I am still amazed that we managed to decimalise. It's a great credit to Wilson that it happened at all.

While I love the Imperial measures, it would have made sense to go all the way.

Svalberg · 09/09/2021 21:05

Metric for everything. Late 50s, use metric all the time at work so it's always been far easier to use it at home too. Like PPs, I wish the country had changed over totally when it was brought in originally

Jigsawprison · 09/09/2021 21:08

42 - bit of both, blame it on my parents whom used imperial, then used metric at school.

JaninaDuszejko · 09/09/2021 21:09

I'm a scientist so use metric all the time at work, except when Americans tell me pressure in psi and so I know how to convert that to barg.

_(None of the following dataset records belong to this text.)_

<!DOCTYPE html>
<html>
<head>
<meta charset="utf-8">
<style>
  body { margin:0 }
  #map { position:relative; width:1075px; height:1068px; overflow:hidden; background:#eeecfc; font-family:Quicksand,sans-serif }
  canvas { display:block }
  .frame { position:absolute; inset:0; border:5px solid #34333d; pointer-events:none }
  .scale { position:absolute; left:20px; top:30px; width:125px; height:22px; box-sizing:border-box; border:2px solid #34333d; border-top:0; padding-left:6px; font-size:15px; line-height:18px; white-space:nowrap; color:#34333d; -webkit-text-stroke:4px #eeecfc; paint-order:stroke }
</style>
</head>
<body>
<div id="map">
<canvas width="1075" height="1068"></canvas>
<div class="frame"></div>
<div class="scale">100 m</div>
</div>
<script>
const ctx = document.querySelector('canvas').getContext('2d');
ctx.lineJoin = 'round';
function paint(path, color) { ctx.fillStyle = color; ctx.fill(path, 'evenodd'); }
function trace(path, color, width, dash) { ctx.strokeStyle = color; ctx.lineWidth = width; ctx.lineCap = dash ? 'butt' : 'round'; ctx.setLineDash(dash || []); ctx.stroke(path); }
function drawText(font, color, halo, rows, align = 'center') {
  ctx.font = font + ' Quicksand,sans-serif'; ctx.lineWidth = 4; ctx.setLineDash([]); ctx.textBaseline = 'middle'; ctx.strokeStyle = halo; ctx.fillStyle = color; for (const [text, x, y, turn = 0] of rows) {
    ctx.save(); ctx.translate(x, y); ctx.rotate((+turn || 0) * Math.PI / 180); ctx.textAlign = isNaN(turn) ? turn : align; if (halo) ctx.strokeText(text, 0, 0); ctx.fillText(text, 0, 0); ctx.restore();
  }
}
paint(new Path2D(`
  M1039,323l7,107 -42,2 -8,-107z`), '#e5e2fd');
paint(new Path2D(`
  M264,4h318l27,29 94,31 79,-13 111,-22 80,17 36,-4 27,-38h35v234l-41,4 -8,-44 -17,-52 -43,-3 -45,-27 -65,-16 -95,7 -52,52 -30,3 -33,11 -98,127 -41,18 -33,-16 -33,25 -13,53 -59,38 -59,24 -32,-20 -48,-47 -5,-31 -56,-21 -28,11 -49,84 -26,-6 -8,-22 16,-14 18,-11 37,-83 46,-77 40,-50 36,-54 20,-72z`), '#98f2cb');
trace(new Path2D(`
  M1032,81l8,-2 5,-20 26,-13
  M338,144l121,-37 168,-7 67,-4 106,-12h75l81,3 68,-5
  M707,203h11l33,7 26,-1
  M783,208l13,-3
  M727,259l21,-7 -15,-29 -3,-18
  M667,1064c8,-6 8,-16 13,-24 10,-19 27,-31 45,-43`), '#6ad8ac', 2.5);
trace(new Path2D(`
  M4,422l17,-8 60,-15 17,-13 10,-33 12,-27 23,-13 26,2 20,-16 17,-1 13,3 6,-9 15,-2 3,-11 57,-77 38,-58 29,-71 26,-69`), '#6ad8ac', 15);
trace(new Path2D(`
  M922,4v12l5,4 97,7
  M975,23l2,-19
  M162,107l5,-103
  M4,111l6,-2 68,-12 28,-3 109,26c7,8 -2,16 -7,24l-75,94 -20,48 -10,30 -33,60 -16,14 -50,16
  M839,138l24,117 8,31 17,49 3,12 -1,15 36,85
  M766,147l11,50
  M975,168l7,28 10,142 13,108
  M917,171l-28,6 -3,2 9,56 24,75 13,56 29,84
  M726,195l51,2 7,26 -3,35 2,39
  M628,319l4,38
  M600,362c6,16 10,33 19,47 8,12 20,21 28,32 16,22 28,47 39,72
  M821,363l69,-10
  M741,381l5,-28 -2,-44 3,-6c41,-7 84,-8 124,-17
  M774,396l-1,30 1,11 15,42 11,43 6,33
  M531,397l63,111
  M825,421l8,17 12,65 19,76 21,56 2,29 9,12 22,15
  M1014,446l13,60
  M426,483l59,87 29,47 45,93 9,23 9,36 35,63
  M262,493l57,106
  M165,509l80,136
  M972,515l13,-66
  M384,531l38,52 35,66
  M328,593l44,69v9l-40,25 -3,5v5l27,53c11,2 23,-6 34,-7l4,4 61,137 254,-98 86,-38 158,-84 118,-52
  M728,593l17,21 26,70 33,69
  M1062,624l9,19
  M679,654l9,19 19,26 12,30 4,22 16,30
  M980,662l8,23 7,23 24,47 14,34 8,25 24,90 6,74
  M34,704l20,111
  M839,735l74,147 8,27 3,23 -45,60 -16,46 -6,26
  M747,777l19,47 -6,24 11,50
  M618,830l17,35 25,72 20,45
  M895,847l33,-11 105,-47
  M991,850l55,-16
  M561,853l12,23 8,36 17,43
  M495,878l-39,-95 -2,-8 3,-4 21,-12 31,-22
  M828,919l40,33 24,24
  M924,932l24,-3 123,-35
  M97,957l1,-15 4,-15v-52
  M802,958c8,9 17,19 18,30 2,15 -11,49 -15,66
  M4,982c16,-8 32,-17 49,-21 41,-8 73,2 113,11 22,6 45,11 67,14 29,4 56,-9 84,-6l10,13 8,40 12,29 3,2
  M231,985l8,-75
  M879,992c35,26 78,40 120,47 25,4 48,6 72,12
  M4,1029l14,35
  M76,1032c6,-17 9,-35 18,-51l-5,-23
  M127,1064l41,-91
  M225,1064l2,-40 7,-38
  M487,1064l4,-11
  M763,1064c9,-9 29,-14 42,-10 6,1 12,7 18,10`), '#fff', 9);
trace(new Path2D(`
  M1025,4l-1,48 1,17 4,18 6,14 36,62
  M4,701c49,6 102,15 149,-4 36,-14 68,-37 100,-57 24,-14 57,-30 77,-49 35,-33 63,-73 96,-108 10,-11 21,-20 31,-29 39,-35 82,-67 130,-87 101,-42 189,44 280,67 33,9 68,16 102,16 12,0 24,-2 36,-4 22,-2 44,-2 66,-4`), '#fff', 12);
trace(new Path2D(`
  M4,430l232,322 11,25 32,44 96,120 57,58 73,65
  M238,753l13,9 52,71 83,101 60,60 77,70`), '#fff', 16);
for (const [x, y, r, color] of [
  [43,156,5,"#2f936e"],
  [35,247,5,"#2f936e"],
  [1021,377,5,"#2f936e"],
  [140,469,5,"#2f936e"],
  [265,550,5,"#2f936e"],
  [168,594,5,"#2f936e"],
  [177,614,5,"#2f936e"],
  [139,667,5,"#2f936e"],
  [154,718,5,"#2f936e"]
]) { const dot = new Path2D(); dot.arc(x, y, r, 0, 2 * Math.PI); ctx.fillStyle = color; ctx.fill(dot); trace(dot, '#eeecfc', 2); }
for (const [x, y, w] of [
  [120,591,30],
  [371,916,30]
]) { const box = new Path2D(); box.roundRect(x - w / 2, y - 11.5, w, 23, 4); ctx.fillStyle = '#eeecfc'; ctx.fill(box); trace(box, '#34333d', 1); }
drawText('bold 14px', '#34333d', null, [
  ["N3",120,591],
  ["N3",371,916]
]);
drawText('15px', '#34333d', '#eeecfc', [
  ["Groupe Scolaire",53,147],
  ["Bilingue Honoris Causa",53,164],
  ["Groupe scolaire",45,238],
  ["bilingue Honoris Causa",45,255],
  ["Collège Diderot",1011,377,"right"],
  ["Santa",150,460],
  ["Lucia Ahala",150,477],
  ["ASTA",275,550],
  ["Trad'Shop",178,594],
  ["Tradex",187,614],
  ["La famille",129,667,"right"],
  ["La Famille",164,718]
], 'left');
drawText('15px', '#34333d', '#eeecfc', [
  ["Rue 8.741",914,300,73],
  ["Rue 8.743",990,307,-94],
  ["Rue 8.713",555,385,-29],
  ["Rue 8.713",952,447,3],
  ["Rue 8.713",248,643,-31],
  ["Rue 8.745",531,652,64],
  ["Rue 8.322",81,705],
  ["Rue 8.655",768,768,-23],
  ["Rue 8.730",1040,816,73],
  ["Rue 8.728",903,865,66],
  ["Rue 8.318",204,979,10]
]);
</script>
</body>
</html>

At home lengths are always metric (except travelling which is in miles because the road signs are in miles, and I only know the conversion in 25m swimming pool lengths: 64 lengths = 1 mile). Weight is metric except baking because recipes work better in imperial, see comment above about 6663 victoria sponge recipe. Savoury I do in metric.

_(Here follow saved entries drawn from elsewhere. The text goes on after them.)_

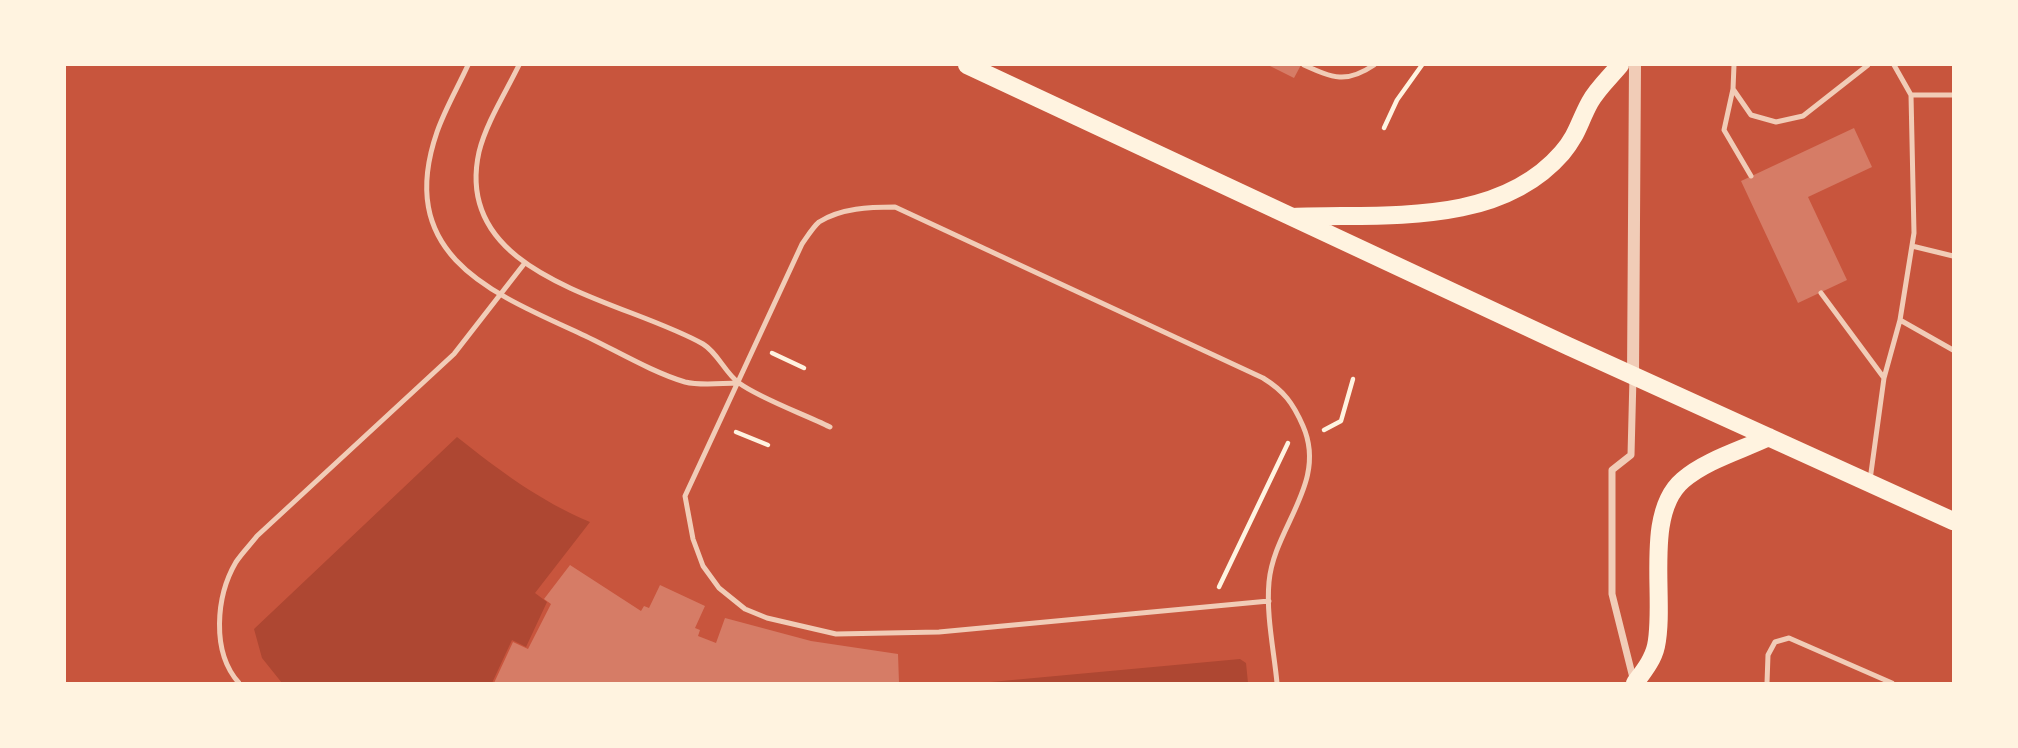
<!DOCTYPE html>
<html>
<head>
<meta charset="utf-8">
<style>
	body { margin:0 }
	#map { position:relative; width:2018px; height:748px; overflow:hidden; background:#c8553d; font-family:"Fira Sans",sans-serif }
	canvas { display:block }
	.frame { position:absolute; inset:0; border:66px solid #fff3e0; pointer-events:none }
</style>
</head>
<body>
<div id="map">
<canvas width="2018" height="748"></canvas>
<div class="frame"></div>
</div>
<script>
const ctx = document.querySelector('canvas').getContext('2d');
ctx.lineJoin = 'round';
function paint(path, color) { ctx.fillStyle = color; ctx.fill(path, 'evenodd'); }
function stroke(path, color, width, dash) { ctx.strokeStyle = color; ctx.lineWidth = width; ctx.lineCap = dash ? 'butt' : 'round'; ctx.setLineDash(dash || []); ctx.stroke(path); }
const green = new Path2D(`
	M 457,437 C 500,471 540,501 590,522 L 535,593 L 547,602 L 526,647 L 512,640 L 492,683 L 282,683 L 262,658 L 254,629 Z
	M 1240,659 L 1246,663 L 1248,683 L 980,683 Z`);
const building = new Path2D(`
	M 1268,65 L 1301,65 L 1294,78 Z
	M 1854,128 L 1872,167 L 1808,197 L 1847,280 L 1798,303 L 1741,181 Z
	M 570,565 L 641,611 L 644,606 L 649,608 L 660,585 L 705,606 L 695,628 L 700,630 L 698,636 L 716,643 L 725,618 L 811,641 L 898,654 L 899,683 L 494,683 L 513,642 L 528,649 L 551,604 L 544,599 Z`);
const path = new Path2D(`
	M 1384,128 L 1397,100 L 1422,65
	M 772,353 L 804,368
	M 1324,430 L 1341,421 L 1353,379
	M 736,432 L 768,445
	M 1219,587 L 1288,443`);
const service = new Path2D(`
	M 468,65 C 458,87 445,109 437,132 C 395,254 489,292 579,333 C 612,348 651,372 685,382 C 701,386 722,383 738,383
	M 519,65 C 506,92 486,123 479,152 C 451,278 624,299 703,344 C 718,353 725,373 739,383 C 761,399 804,414 830,427
	M 1304,65 C 1333,78 1346,84 1374,65
	M 1734,65 L 1733,89 L 1751,115 L 1776,122 L 1803,116 L 1868,65
	M 1733,89 L 1724,130 L 1751,176
	M 1911,95 L 1953,95
	M 1912,246 L 1953,256
	M 1821,293 L 1884,378
	M 1900,320 L 1953,350
	M 1870,480 L 1884,378 L 1900,320 L 1914,233 L 1911,95 L 1894,65
	M 1269,601 L 939,632 L 836,634 L 767,618 L 745,609 L 719,588 L 703,566 L 693,539 L 685,496 L 802,244 C 807,237 813,227 819,222 C 841,208 870,207 895,207 L 1263,378 C 1284,391 1293,403 1303,426 C 1328,483 1274,527 1269,582 C 1266,615 1274,651 1277,683
	M 239,683 C 211,652 216,596 236,562 C 242,553 250,545 257,536 L 454,354 L 524,264
	M 1767,683 L 1768,655 L 1775,642 L 1789,638 L 1892,683`);
const minor = new Path2D(`
	M 1633,377 L 1631,455 L 1612,470 L 1612,594 L 1634,682`);
const tertiary = new Path2D(`
	M 1633,376 L 1635,65`);
const primary = new Path2D(`
	M 967,65 L 1568,346 L 1953,521
	M 1293,217 C 1382,213 1497,228 1562,153 C 1578,134 1579,122 1590,102 C 1597,89 1611,76 1620,65
	M 1635,683 C 1643,672 1653,660 1656,646 C 1666,599 1643,514 1683,480 C 1706,460 1742,450 1769,437`);
paint(green, '#ae4732');
paint(building, '#d67c66');
stroke(path, '#fff3e0', 4.5);
stroke(service, '#f1ccb7', 5);
stroke(minor, '#f1ccb7', 7);
stroke(tertiary, '#f1ccb7', 12);
stroke(primary, '#fff3e0', 18);
</script>
</body>
</html>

Temperature is alway centigrade, volume always metric.

Weight in Newtons

Grin
CheekyAFAIK · 09/09/2021 21:10

Metric. 39. Imperial is stupid. I made an active effort to understand bodily height and weight in metric, it's not hard!

LemonJelly76 · 09/09/2021 21:15

45 next week and interchangeable 😃

copernicium · 09/09/2021 21:16
  1. Imperial for height, weight, cooking. Metric for measuring.
fiadhflower · 09/09/2021 21:16

35 and pretty much always metric, although I can mostly understand both (except no idea what a yard is or temperatures in Fahrenheit are).

I used to use feet and stone for human height and weight but have increasing moved to cm and kg.

Metric makes much more sense to be fair.

Duetorain · 09/09/2021 21:26

I needed to learn imperial weight when I went to Weightwatchers. I got kg from the leader for my actual weight but there were awards for losing 7lbs of a stone. I needed to tell others lbs but it was so much easier for me than them to work out my 10% and 5% goals.

Going to America on holiday where they mostly weigh in pounds made me feel a lot heavier.

reprehensibleme · 09/09/2021 21:26

Weight in fig newtons I could probably get behind.

IWanderedLonely · 09/09/2021 21:34

53 here and imperial for everything.